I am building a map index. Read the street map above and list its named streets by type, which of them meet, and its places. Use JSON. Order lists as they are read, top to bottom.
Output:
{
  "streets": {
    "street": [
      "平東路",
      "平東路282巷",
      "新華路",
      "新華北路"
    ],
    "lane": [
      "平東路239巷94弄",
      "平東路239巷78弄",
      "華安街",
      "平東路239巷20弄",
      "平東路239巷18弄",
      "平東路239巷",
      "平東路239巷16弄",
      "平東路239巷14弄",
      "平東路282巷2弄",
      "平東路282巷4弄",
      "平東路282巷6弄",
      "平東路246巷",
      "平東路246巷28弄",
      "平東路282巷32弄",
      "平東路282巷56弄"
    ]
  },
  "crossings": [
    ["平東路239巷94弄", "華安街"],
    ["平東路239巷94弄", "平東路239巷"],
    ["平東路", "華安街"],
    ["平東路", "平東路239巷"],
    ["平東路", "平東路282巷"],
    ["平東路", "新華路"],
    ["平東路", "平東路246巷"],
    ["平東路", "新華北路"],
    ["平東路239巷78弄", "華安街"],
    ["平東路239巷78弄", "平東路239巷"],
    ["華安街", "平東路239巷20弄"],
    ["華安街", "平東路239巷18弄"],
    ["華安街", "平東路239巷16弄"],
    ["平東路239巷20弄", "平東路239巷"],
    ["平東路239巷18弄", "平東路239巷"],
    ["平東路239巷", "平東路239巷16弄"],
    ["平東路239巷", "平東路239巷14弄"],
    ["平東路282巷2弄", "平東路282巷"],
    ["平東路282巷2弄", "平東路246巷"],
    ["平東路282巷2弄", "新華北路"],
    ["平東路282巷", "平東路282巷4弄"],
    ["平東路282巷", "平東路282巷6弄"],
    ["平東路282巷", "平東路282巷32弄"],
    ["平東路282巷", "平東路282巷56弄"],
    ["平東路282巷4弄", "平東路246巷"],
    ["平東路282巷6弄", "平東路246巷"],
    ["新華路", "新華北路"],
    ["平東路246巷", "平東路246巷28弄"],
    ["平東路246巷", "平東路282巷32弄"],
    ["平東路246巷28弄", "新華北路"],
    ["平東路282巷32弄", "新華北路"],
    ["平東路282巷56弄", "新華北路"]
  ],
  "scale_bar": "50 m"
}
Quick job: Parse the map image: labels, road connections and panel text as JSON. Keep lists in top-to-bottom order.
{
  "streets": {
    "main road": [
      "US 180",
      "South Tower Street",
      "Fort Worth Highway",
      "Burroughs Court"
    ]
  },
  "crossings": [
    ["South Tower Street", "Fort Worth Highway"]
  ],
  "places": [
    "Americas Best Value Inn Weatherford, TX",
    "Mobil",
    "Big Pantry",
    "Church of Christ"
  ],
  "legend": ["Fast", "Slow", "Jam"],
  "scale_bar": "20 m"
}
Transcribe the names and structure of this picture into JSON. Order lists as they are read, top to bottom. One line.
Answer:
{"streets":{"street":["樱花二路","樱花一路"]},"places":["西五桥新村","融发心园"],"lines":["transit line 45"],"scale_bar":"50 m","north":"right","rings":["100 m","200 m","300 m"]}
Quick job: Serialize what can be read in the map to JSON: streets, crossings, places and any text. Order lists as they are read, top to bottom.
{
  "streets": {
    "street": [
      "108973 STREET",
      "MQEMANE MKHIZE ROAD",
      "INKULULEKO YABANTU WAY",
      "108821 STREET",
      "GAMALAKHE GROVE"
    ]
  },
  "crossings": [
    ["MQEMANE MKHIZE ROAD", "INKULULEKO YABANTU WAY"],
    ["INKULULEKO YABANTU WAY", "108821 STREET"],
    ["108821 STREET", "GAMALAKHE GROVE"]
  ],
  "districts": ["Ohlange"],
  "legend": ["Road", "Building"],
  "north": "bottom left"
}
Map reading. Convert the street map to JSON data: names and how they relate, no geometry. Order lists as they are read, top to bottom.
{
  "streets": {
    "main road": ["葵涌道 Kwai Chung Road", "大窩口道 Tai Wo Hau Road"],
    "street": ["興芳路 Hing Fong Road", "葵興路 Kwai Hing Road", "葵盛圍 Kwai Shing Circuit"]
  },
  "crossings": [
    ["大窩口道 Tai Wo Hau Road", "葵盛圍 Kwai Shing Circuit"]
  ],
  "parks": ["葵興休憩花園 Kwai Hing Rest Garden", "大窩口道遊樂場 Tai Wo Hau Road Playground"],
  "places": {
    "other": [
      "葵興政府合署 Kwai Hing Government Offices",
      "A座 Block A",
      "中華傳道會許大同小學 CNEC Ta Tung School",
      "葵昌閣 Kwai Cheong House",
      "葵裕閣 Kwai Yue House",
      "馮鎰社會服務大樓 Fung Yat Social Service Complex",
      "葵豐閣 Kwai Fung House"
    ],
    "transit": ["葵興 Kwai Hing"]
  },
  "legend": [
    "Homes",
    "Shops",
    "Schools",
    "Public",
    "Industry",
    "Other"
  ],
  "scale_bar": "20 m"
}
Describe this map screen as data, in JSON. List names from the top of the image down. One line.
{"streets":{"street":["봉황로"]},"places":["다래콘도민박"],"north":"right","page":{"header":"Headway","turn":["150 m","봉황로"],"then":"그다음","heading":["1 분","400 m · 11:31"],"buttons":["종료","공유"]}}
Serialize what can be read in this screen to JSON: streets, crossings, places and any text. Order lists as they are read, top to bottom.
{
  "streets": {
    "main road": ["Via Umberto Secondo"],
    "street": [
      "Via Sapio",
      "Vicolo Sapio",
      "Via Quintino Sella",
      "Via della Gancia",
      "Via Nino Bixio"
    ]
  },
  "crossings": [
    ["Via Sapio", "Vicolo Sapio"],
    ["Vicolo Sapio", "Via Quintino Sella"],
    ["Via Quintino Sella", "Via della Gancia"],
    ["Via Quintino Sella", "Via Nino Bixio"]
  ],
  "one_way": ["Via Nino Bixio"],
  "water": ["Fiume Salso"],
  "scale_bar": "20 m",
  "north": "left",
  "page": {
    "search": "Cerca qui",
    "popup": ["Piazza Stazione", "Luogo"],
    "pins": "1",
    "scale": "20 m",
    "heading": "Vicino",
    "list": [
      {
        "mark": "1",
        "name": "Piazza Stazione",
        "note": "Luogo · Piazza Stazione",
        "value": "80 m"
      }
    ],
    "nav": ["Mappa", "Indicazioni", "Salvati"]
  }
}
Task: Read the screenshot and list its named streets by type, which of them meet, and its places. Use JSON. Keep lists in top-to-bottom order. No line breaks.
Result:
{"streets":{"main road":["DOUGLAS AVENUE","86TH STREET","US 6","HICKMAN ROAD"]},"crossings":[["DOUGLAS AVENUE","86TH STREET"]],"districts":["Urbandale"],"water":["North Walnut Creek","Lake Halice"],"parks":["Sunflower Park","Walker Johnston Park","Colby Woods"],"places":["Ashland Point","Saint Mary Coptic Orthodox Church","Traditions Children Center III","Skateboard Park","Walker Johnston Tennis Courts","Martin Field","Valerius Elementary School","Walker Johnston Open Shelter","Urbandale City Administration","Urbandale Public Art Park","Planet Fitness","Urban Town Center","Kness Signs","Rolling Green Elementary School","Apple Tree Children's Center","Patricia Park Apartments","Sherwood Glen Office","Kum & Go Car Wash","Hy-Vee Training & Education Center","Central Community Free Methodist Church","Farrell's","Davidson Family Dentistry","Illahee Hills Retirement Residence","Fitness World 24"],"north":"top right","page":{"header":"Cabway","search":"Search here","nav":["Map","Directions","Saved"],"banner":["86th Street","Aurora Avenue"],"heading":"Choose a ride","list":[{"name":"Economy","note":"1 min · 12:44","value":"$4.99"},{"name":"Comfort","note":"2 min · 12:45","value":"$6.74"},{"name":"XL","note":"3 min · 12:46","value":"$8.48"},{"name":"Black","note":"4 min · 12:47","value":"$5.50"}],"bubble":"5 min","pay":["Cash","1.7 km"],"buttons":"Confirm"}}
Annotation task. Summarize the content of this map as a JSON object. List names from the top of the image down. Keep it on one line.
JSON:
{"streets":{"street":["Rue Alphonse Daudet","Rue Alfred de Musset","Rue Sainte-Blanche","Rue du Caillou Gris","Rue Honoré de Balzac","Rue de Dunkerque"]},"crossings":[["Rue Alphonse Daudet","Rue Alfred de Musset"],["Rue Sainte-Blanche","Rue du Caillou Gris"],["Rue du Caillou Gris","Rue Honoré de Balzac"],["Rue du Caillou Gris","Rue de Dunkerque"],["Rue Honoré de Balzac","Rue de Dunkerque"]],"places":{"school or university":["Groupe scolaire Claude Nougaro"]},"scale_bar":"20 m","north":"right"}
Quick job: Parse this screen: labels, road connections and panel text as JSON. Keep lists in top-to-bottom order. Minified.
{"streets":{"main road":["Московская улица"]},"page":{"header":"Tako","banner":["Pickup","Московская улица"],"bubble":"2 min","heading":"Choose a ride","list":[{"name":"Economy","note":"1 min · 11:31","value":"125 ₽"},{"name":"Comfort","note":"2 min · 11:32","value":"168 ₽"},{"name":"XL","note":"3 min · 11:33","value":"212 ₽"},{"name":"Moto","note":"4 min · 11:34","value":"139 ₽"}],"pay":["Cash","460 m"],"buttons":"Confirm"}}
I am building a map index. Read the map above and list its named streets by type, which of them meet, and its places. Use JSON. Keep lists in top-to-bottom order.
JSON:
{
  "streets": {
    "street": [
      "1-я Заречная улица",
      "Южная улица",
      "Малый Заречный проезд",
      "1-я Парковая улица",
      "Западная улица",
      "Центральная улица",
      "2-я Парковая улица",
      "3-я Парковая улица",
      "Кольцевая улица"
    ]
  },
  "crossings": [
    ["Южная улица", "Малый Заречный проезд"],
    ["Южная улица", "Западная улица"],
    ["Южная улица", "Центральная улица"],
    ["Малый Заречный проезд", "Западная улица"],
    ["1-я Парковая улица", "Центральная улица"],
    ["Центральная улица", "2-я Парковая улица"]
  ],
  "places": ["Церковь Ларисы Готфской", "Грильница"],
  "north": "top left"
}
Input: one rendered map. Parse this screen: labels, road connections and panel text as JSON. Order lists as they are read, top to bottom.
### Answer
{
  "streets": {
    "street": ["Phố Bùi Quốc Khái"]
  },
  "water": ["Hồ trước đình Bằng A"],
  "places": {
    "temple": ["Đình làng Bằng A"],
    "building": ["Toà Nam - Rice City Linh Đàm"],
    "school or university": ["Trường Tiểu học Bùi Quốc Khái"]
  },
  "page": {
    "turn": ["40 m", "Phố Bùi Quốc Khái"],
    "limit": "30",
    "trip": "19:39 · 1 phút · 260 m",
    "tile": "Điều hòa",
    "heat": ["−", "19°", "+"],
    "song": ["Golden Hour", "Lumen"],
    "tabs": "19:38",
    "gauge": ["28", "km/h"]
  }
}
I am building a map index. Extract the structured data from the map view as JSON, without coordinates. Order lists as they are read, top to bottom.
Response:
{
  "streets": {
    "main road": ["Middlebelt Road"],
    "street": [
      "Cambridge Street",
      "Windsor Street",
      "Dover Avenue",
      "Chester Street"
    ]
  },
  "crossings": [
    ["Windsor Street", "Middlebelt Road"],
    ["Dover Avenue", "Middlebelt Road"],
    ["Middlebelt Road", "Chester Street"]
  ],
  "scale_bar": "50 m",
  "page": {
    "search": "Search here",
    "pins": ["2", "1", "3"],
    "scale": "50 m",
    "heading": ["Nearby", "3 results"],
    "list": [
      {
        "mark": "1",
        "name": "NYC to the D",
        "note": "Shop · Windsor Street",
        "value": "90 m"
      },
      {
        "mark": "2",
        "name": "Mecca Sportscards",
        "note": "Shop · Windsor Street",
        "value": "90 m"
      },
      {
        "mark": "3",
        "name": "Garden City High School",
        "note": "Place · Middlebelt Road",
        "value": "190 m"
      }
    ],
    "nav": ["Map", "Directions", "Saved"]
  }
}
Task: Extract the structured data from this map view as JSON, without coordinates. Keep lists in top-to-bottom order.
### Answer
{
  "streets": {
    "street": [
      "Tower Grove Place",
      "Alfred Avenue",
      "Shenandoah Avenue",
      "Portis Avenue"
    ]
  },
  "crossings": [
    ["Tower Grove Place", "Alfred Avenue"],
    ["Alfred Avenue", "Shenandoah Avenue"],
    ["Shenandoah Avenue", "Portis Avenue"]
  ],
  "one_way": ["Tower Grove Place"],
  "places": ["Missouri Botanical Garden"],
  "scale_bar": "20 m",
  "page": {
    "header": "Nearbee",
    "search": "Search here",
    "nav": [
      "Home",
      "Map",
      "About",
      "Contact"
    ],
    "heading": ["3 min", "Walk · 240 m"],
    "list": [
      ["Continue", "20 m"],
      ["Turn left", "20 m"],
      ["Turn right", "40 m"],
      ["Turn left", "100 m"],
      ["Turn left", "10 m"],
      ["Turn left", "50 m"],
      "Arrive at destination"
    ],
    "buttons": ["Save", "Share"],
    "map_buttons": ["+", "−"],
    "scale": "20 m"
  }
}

> WHAT THE TASK REQUIRES
Taking the lines above, repeat exactly those from the line that contains "Task: Read the" through the line that contains "Annotation task. Summarize", and both of those lines as well. Include nothing else.

> SOLVED EXERCISE
Task: Read the screenshot and list its named streets by type, which of them meet, and its places. Use JSON. Keep lists in top-to-bottom order. No line breaks.
Result:
{"streets":{"main road":["DOUGLAS AVENUE","86TH STREET","US 6","HICKMAN ROAD"]},"crossings":[["DOUGLAS AVENUE","86TH STREET"]],"districts":["Urbandale"],"water":["North Walnut Creek","Lake Halice"],"parks":["Sunflower Park","Walker Johnston Park","Colby Woods"],"places":["Ashland Point","Saint Mary Coptic Orthodox Church","Traditions Children Center III","Skateboard Park","Walker Johnston Tennis Courts","Martin Field","Valerius Elementary School","Walker Johnston Open Shelter","Urbandale City Administration","Urbandale Public Art Park","Planet Fitness","Urban Town Center","Kness Signs","Rolling Green Elementary School","Apple Tree Children's Center","Patricia Park Apartments","Sherwood Glen Office","Kum & Go Car Wash","Hy-Vee Training & Education Center","Central Community Free Methodist Church","Farrell's","Davidson Family Dentistry","Illahee Hills Retirement Residence","Fitness World 24"],"north":"top right","page":{"header":"Cabway","search":"Search here","nav":["Map","Directions","Saved"],"banner":["86th Street","Aurora Avenue"],"heading":"Choose a ride","list":[{"name":"Economy","note":"1 min · 12:44","value":"$4.99"},{"name":"Comfort","note":"2 min · 12:45","value":"$6.74"},{"name":"XL","note":"3 min · 12:46","value":"$8.48"},{"name":"Black","note":"4 min · 12:47","value":"$5.50"}],"bubble":"5 min","pay":["Cash","1.7 km"],"buttons":"Confirm"}}
Annotation task. Summarize the content of this map as a JSON object. List names from the top of the image down. Keep it on one line.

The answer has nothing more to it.